At the risk of sounding like a poor imitation of one of the Romantics, I cannot but concur with accounts of his intimate friends in saying that they were magnificent, like nothing that ought to belong in this mortal realm. Constantly they changed color, and as I was ensnared by them that night, I watched in awe as one moment they seemed to be green as the light filtering through a canopied forest, then, upon blinking, becoming the brown of the loamy earth, only to be caught by the light and revealing themselves to reflect the azure ocean, sparkling with the golden kisses of the sun. What went on behind those glittering irises, I can only begin to imagine, but all at once I knew they hid something both ethereal and unfathomable. Thus, I ask for your understanding in my being embarrassingly enraptured in that small eternity of those brief seconds. I imagine I looked quite the fool standing there, barely breathing, but he smiled at me ever so softly and beckoned me come. He said nothing, but still I knew somehow that he wanted me to sit in the recently vacated armchair in front of him. How he managed to disperse the throng of equally enthralled guests surrounding him, I still do not know, and can only explain as part of the effect the god had on the mortal mind. In any case, I acquiesced with his silent entreaty and sat before him in the chair, which was much more comfortable than it really ought to have been. Unsure what to say to the man who had taken Victorian England’s literary community by storm, I was grateful that he was the first to speak.

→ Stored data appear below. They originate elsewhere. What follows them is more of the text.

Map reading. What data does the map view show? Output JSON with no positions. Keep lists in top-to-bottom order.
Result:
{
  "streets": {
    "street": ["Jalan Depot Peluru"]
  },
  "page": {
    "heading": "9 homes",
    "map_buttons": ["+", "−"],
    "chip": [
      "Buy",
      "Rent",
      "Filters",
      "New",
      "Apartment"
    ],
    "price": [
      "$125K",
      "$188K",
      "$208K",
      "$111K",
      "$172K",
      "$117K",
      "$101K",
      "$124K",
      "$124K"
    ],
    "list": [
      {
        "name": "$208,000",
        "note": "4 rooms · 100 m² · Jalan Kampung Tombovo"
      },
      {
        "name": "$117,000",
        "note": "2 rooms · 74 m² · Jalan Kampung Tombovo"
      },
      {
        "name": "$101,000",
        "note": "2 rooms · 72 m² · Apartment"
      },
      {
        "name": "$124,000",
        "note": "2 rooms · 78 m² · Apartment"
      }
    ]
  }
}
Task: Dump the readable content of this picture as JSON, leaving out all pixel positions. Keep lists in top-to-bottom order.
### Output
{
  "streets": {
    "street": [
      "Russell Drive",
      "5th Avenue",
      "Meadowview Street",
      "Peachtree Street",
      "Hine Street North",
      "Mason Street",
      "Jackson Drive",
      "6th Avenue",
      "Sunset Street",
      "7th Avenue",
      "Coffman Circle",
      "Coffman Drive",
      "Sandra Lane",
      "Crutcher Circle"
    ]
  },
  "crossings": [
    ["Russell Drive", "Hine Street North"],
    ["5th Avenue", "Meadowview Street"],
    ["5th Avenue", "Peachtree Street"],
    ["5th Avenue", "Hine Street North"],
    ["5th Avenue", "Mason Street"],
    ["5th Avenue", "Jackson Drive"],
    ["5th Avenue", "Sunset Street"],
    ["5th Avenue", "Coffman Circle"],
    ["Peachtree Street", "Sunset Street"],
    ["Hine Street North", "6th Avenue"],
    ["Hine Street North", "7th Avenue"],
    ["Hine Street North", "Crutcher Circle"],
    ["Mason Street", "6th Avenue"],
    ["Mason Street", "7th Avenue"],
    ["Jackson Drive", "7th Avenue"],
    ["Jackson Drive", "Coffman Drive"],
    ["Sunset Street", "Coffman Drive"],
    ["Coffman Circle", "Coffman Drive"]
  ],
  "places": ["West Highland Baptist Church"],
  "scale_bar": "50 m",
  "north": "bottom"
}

"Welcome, friend. I've never seen you here before. Might I ask your name?"

“John. John Appleton, sir.”

“Ah, a charming name, indeed.” He rested his cheek upon his hand and regarded me carefully. His ever-changing eyes seemed to strip me bare, but in what manner of emotion I could not discern. “Perhaps you are already aware of who I am, but I think it in good fashion to introduce myself regardless. I am Oscar Wilde.”

“Very pleased to meet you, sir. I’m rather fond of your work, Mr. Wilde,” I replied, and his smile nearly blinded me.

“Is that so? I’m flattered. Are you an artist yourself?”

“I am but an amateur, sir.” Sitting in front of an artistic legend, I dared not give any of my clumsy excursions with a pen the lofty identity of art, let alone apply the same title that he so deftly filled to myself, but as the words left my mouth, the man fixed me with a stern gaze I could not tear myself away from, had I any thought to attempt the feat.

“Oh dear John! Do not say so with such shame! Why, the word itself comes from the Latin amator, or lover. There is no greater thing to be than a lover of art, for you know what beauty is.”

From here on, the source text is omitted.